DATA TO USE Block Start

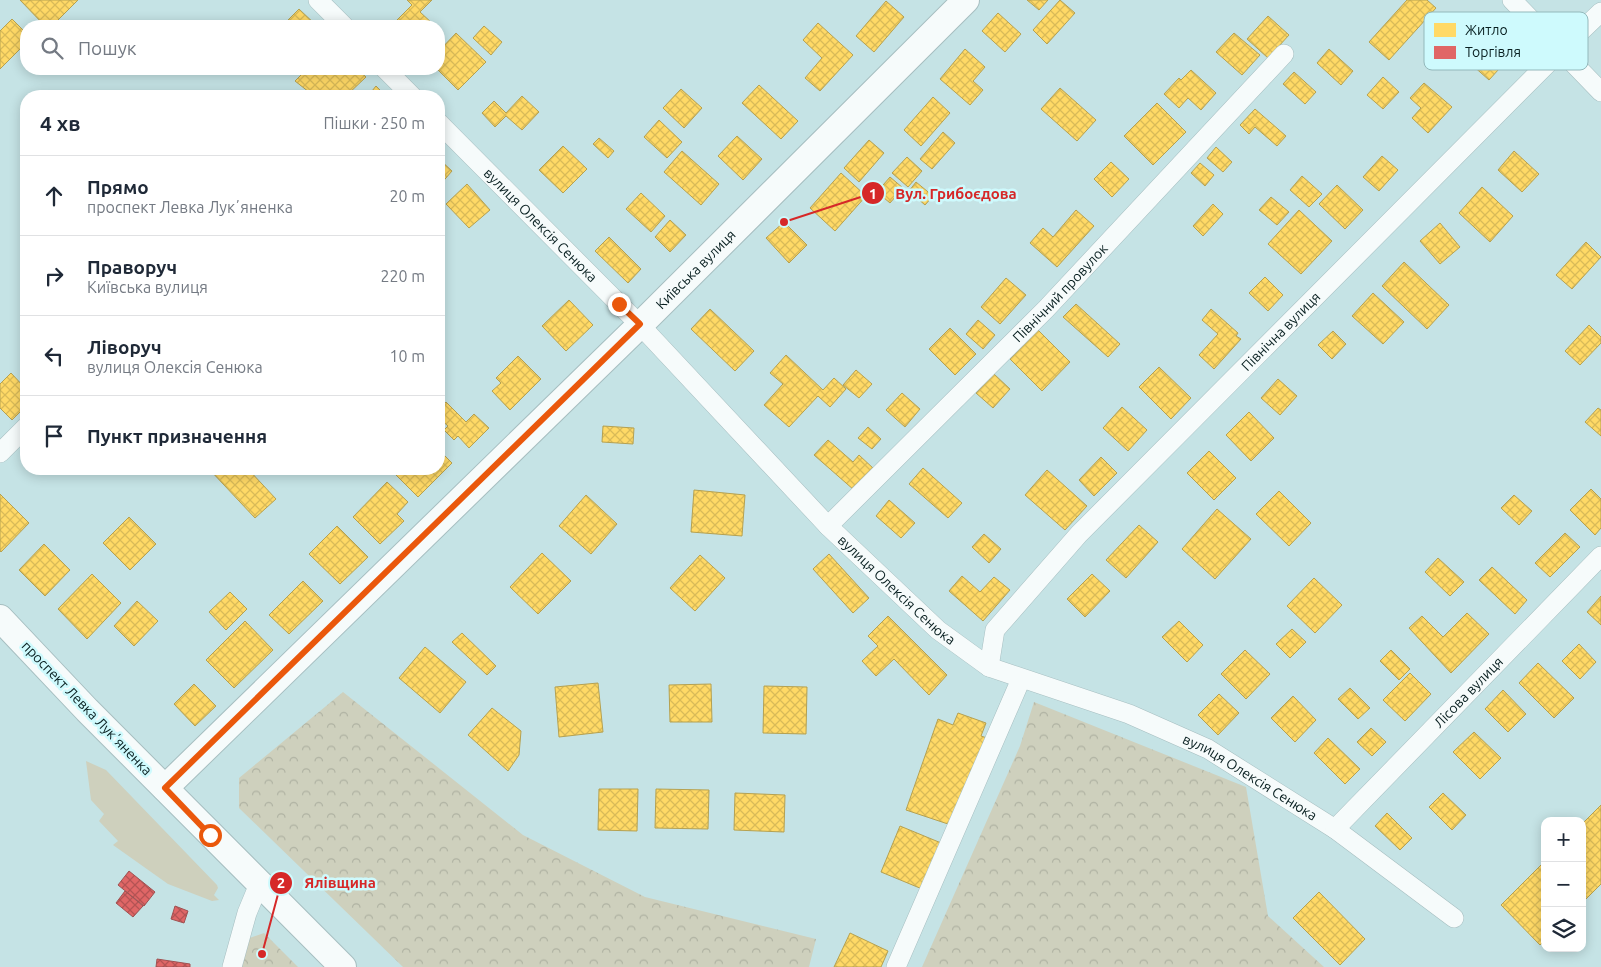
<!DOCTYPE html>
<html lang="uk">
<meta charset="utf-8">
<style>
:root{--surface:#fff;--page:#f2f2f3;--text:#1f2937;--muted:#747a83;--line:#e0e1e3}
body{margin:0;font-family:Ubuntu,sans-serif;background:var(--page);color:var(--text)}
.controls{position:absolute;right:15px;bottom:15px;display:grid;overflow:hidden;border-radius:10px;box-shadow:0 2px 12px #0003}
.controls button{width:45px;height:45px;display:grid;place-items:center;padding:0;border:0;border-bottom:1px solid var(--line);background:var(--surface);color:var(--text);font:25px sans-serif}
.stop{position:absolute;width:15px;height:15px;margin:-11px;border:4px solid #ea580c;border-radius:50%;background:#fff}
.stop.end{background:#ea580c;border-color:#fff;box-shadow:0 1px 5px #0008}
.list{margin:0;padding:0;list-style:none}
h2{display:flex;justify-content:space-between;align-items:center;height:65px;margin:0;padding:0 20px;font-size:21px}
h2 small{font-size:16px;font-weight:400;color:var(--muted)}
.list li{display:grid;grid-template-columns:32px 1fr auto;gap:15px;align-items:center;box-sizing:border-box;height:80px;padding:0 20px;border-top:1px solid var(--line)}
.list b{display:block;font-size:19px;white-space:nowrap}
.list p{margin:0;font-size:16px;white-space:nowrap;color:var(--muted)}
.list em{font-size:16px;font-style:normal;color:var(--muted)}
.icon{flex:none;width:28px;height:28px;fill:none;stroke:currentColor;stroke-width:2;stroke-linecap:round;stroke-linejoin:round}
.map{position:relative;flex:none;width:1601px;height:967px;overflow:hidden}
.search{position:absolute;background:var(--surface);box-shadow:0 2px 12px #0003;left:20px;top:20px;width:425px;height:55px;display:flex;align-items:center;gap:12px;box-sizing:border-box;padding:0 18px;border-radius:20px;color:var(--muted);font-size:19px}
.panel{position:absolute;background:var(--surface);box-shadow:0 2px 12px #0003;left:20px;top:90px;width:425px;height:385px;border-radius:20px}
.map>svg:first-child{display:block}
.green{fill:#ced0bd}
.forest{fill:url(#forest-crowns)}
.homes{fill:url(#homes-cross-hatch);stroke:#b5a151}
.shops{fill:url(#shops-cross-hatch);stroke:#9f5151}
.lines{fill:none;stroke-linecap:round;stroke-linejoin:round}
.street-casing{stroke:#a6bec0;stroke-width:20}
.secondary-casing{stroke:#a6bec0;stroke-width:28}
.street{stroke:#f6fbfb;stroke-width:19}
.secondary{stroke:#f6fbfb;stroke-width:26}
.route{stroke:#ea580c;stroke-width:6}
.labels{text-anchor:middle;stroke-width:5;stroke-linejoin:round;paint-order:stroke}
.street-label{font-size:14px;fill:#081f20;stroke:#cefafd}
.key{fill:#cefafd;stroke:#93b8bb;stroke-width:1}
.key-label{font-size:14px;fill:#081f20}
.leader{fill:none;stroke:#d62828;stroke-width:2}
.callout-dot{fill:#d62828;stroke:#cefafd;stroke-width:2}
.mark-label{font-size:15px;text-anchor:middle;font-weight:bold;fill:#fff}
.callout-label{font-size:15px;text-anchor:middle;font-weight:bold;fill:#d62828;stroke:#cefafd;stroke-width:5;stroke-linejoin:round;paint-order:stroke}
</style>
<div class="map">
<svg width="1601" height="967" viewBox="0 0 1601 967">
<defs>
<pattern id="forest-crowns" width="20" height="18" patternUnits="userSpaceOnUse" patternTransform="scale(1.25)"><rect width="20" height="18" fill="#ced0bd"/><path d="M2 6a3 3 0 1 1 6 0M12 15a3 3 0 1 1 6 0" fill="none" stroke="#afb2a2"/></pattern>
<pattern id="homes-cross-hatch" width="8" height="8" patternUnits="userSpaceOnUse" patternTransform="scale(1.25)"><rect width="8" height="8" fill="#ffd966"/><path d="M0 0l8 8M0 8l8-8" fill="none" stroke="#d9ba58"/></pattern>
<pattern id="shops-cross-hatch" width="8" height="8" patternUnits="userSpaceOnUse" patternTransform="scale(1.25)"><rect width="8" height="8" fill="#e06666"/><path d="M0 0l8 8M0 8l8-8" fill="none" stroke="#b45354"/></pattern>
</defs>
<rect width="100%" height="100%" fill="#c5e3e5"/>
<path class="green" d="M86 761 106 770 217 885 218 888 214 895 219 900 212 901 168 884 113 845 118 841 99 821 104 814 91 800Z"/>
<path class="forest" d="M343 692 523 835 645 897 816 939 809 967H403L239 808V778Z
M1034 702 1246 787 1268 916 1324 967H922L1020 746Z
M264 933 298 967H239L241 941Z"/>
<path class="homes" d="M20 0H78L52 26H45Z
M407 0H432L420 12 433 24 431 26H394L392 25 412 5Z
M1027 0H1048L1039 10Z
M1060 0 1075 13 1047 44 1033 30Z
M1407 0H1427L1436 8 1389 60 1369 42Z
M886 1 904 17 874 52 856 36Z
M299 9 317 26H282Z
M1503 12 1529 36 1489 80 1463 57Z
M998 13 1021 34 1005 52 982 31Z
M1268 16 1289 35 1268 58 1247 39Z
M12 19 26 33V43L0 69V31Z
M818 23 853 55 820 91 805 78 822 58 803 40Z
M484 26 502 42 491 55 473 38Z
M456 33 486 62 458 90 437 69H439V51Z
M1234 33 1260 55 1242 75 1216 52Z
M965 49 985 67 973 81 983 90 970 105 940 79Z
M1329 49 1353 71 1341 85 1317 63Z
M307 69H357L366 77 346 96H314L295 81Z
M1191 70 1216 93 1201 110 1188 98 1179 108 1164 94 1179 78 1181 80Z
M1294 72 1316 92 1305 104 1283 84Z
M1383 77 1399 92 1383 109 1367 95Z
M1424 83 1452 107 1428 133 1412 118 1421 108 1410 98Z
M759 85 798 121 781 139 742 103Z
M376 86 386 96H368Z
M1060 88 1096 120 1077 141 1041 109Z
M681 89 702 108 684 128 663 108Z
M522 96 539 112 522 130 506 116 495 127 482 113 494 101 506 113Z
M933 97 950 113 921 146 904 130Z
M1157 103 1186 132 1153 165 1124 136Z
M1255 109 1286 136 1277 146 1255 127 1249 134 1240 125Z
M659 120 682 142 667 158 644 137Z
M943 132 955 143 932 169 920 159Z
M737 136 762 159 743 180 718 156Z
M599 138 614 151 608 158 593 144Z
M869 140 884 153 859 182 844 168Z
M563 146 587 169 563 193 539 170Z
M1216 147 1232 162 1223 172 1207 158Z
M682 151 719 184 701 205 664 172Z
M1514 151 1539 174 1522 192 1498 170Z
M1382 156 1398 170 1379 191 1363 177Z
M907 157 922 171 908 187 892 173Z
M439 159 452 171 439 186Z
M1111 162 1129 179 1112 197 1094 179Z
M1200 163 1214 175 1205 186 1191 173Z
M841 173 866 196 835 231 810 208Z
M1302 176 1322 194 1309 207 1290 190Z
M890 177 903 188 890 203 877 192Z
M916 182 933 196 925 205 909 191Z
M467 184 490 210 469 228 446 204Z
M1337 185 1363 210 1345 229 1319 204Z
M1482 187 1513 216 1490 242 1459 213Z
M641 193 665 216 651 232 626 209Z
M1271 197 1289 212 1277 225 1259 210Z
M1213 204 1223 214 1203 236 1193 226Z
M1076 210 1094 226 1057 267 1030 243 1043 228 1053 237Z
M1299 210 1332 241 1301 274 1268 244Z
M670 220 686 235 670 252 655 237Z
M784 222 807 245 789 263 766 238Z
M1440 223 1460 247 1440 264 1420 241Z
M609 237 641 269 628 283 595 251Z
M1586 242 1601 257 1572 289 1556 275Z
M1404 262 1449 305 1427 329 1382 286Z
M1265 277 1283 295 1268 311 1249 293Z
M1006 278 1026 295 1000 324 981 307Z
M1373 293 1404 322 1383 344 1352 316Z
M569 300 593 325 566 351 542 326Z
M1076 304 1120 344 1108 357 1063 317Z
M710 309 754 351 735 371 691 329Z
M1211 309 1238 333 1236 336 1241 339 1214 369 1199 355 1218 334 1202 320Z
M978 320 995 335 983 349 966 334Z
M1589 325 1601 337V343L1580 365 1565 351Z
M950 328 976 354 955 375 929 349Z
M1038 330 1070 362 1042 391 1010 359Z
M1333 331 1346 344 1332 359 1318 345Z
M786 355 823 390 834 378 846 389 830 407 818 396 789 427 764 405 783 384 770 373Z
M518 356 541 379 510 410 492 391 501 383 496 378Z
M1159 367 1191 398 1171 419 1139 387Z
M856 370 872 384 859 398 843 385Z
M11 373 26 389V406L12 420 0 408V384Z
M994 374 1010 389 993 408 976 393Z
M1278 379 1297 396 1280 415 1261 398Z
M902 393 920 409 905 427 886 410Z
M446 402 466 422 474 414 489 428 469 448 458 436 454 440 444 430 448 426 439 418V409Z
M1122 407 1147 430 1128 451 1103 428Z
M1598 408 1601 410V436L1585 422Z
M1249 412 1274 438 1251 461 1226 435Z
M603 426 634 428 633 444 602 442Z
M868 427 881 439 872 449 858 438Z
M828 440 853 462 859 455 874 469 854 490 814 455Z
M439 450 452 463 418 497 390 469H439Z
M1209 451 1236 478 1214 500 1187 473Z
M1101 457 1117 473 1094 496 1079 480Z
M923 468 962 503 948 518 909 484Z
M209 469H248L276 499 255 518Z
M1047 470 1087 506 1065 530 1025 495Z
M387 482 408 502 397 514 404 521 380 544 353 517Z
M1591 489 1601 499V528L1595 535 1570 510Z
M694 490 745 495 742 536 691 532Z
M1279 491 1311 523 1289 546 1256 514Z
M0 494 29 523 1 552 0 551Z
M586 495 617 524 591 554 559 526Z
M1514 495 1532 511 1519 525 1501 508Z
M889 500 915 523 901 538 876 516Z
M1217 509 1251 539 1215 579 1182 549Z
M129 517 156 544 130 570 103 543Z
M1139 525 1158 542 1126 578 1106 560Z
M337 526 368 557 340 584 309 554Z
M1565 533 1580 547 1550 577 1535 563Z
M984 534 1001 549 989 563 972 547Z
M44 544 70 570 45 596 19 570Z
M542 553 571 581 538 614 510 587Z
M829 554 869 598 853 613 813 569Z
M700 555 725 578 695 611 670 588Z
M1438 558 1464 582 1450 596 1425 572Z
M1492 567 1527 600 1515 614 1479 580Z
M92 574 121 603 87 639 58 609Z
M1092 574 1110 591 1085 617 1067 599Z
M962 576 980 592 994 577 1010 590 983 621 949 591Z
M1314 578 1342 605 1315 633 1287 606Z
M303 581 323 601 289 634 269 615Z
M230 592 247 609 226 630 209 612Z
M1601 596V625L1587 612Z
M137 601 158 621 134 646 114 626Z
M1467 613 1489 634 1451 673 1409 628 1422 616 1443 637Z
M888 616 947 675 929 695 894 659 876 676 862 661 878 646 868 636Z
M245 621 273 650 234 688 206 660Z
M1179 621 1203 645 1187 662 1162 637Z
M1292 629 1306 642 1290 658 1276 644Z
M462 633 496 666 487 675 452 642Z
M1579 644 1596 662 1580 679 1562 661Z
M425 647 466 682 440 713 399 678Z
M1245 650 1270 674 1246 699 1221 674Z
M1391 650 1410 669 1399 680 1380 661Z
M1538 663 1574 698 1554 718 1519 683Z
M1410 673 1431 694 1405 721 1383 700Z
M598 683 603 732 559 737 555 687Z
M194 684 216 706 195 726 174 704Z
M711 684 712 722H670L669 685Z
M764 686 807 687 806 734 763 733Z
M1350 688 1370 708 1358 719 1338 699Z
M1503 690 1526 714 1508 732 1485 709Z
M1219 694 1239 713 1218 735 1198 715Z
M1293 696 1316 720 1295 742 1271 718Z
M492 708 521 731 519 755 508 771 468 735Z
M958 713 986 723 981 736 987 738 954 826 906 810 938 719 953 725Z
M1371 728 1386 742 1372 756 1357 742Z
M1474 732 1501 758 1480 779 1453 752Z
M1328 738 1360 769 1345 784 1314 753Z
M599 789H638L637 831 598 830Z
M656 789 709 790 708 829 655 828Z
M735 793 785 795 784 832 734 830Z
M1443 793 1466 815 1452 830 1429 807Z
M1601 805V884L1582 903V824Z
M1387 813 1412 838 1400 850 1375 826Z
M900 826 946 845 927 891 881 872Z
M1545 861V940L1540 945 1501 905Z
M1319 892 1365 939 1340 965 1293 918Z
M850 933 888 951 881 967H834Z"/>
<path class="shops" d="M129 871 155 892 144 906 118 885Z
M125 891 143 906 133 917 116 903Z
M175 906 188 911 184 923 171 919Z
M157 959 190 964V967H156Z"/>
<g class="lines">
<g class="street-casing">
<g id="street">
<path d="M318 0 344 26"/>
<path d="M1512 0 1601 92"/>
<path d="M385 69 412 96"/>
<path id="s1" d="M439 123 640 325 828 526 938 630 989 667 1129 714 1208 749 1335 829 1454 918"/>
<path d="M0 453 26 427"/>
<path id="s2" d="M828 526 1046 309 1284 54"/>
<path id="s3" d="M989 667 995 630 1079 534 1560 51 1601 12"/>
<path id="s4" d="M1335 829 1601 556"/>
<path d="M232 967 247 913 259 884"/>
<path d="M896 967 1021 679"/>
</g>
</g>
<g class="secondary-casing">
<g id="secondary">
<path d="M0 618 87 710 343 967"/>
<path id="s5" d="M165 788 640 325 966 0"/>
</g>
</g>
<use href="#street" class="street"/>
<use href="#secondary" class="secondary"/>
</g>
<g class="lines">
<path class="route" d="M210 835 165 788 640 324 619 304"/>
</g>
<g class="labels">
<g class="street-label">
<text dy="5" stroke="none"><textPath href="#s1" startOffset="144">вулиця Олексія Сенюка</textPath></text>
<text dy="5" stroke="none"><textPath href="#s5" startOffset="742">Київська вулиця</textPath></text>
<text dy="5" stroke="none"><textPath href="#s2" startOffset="329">Північний провулок</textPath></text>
<text dy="5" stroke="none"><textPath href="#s3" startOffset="451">Північна вулиця</textPath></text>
<text dy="5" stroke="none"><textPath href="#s1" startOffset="654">вулиця Олексія Сенюка</textPath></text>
<text dy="5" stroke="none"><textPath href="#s4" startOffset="191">Лісова вулиця</textPath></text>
<text transform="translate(87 708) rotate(46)" y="5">проспект Левка Лукʼяненка</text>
<text dy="5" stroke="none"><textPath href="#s1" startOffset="1059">вулиця Олексія Сенюка</textPath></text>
</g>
</g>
<rect x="1424" y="12" width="164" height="58" rx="8" class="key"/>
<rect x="1434" y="23" width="22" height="14" fill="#ffd966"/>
<rect x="1434" y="46" width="22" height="13" fill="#e06666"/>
<g class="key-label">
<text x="1465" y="35">Житло</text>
<text x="1465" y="57">Торгівля</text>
</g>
<path class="leader" d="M784 222L873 193M262 954L281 883"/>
<g class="callout-dot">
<circle cx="784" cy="222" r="5"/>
<circle cx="262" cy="954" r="5"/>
<circle cx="873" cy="193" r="12"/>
<circle cx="281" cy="883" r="12"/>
</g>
<g class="mark-label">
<text x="873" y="199">1</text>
<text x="281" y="888">2</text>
</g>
<g class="callout-label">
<text x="956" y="199">Вул. Грибоєдова</text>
<text x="340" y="888">Ялівщина</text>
</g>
</svg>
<div class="controls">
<button>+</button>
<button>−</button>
<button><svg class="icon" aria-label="layers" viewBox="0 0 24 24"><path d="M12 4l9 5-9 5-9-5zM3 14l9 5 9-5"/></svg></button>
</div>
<div class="stop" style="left:210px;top:835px"></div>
<div class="stop end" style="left:619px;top:304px"></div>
<div class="search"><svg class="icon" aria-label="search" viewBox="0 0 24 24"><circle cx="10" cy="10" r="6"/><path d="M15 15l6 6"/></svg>Пошук</div>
<section class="panel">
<h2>4 хв<small>Пішки · 250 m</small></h2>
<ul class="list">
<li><svg class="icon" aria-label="ahead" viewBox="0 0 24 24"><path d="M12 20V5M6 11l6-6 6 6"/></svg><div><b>Прямо</b><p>проспект Левка Лукʼяненка</p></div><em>20 m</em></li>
<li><svg class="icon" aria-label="right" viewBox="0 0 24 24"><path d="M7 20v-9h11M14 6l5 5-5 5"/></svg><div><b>Праворуч</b><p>Київська вулиця</p></div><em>220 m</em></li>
<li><svg class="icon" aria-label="left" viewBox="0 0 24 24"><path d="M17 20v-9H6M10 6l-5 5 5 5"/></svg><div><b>Ліворуч</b><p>вулиця Олексія Сенюка</p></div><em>10 m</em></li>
<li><svg class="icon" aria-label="arrive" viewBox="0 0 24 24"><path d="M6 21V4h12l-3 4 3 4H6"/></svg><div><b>Пункт призначення</b></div></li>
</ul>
</section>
</div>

DATA TO USE Block End

Search the listing for the word "grid", and copy every line in which it is found.

.controls{position:absolute;right:15px;bottom:15px;display:grid;overflow:hidden;border-radius:10px;box-shadow:0 2px 12px #0003}
.controls button{width:45px;height:45px;display:grid;place-items:center;padding:0;border:0;border-bottom:1px solid var(--line);background:var(--surface);color:var(--text);font:25px sans-serif}
.list li{display:grid;grid-template-columns:32px 1fr auto;gap:15px;align-items:center;box-sizing:border-box;height:80px;padding:0 20px;border-top:1px solid var(--line)}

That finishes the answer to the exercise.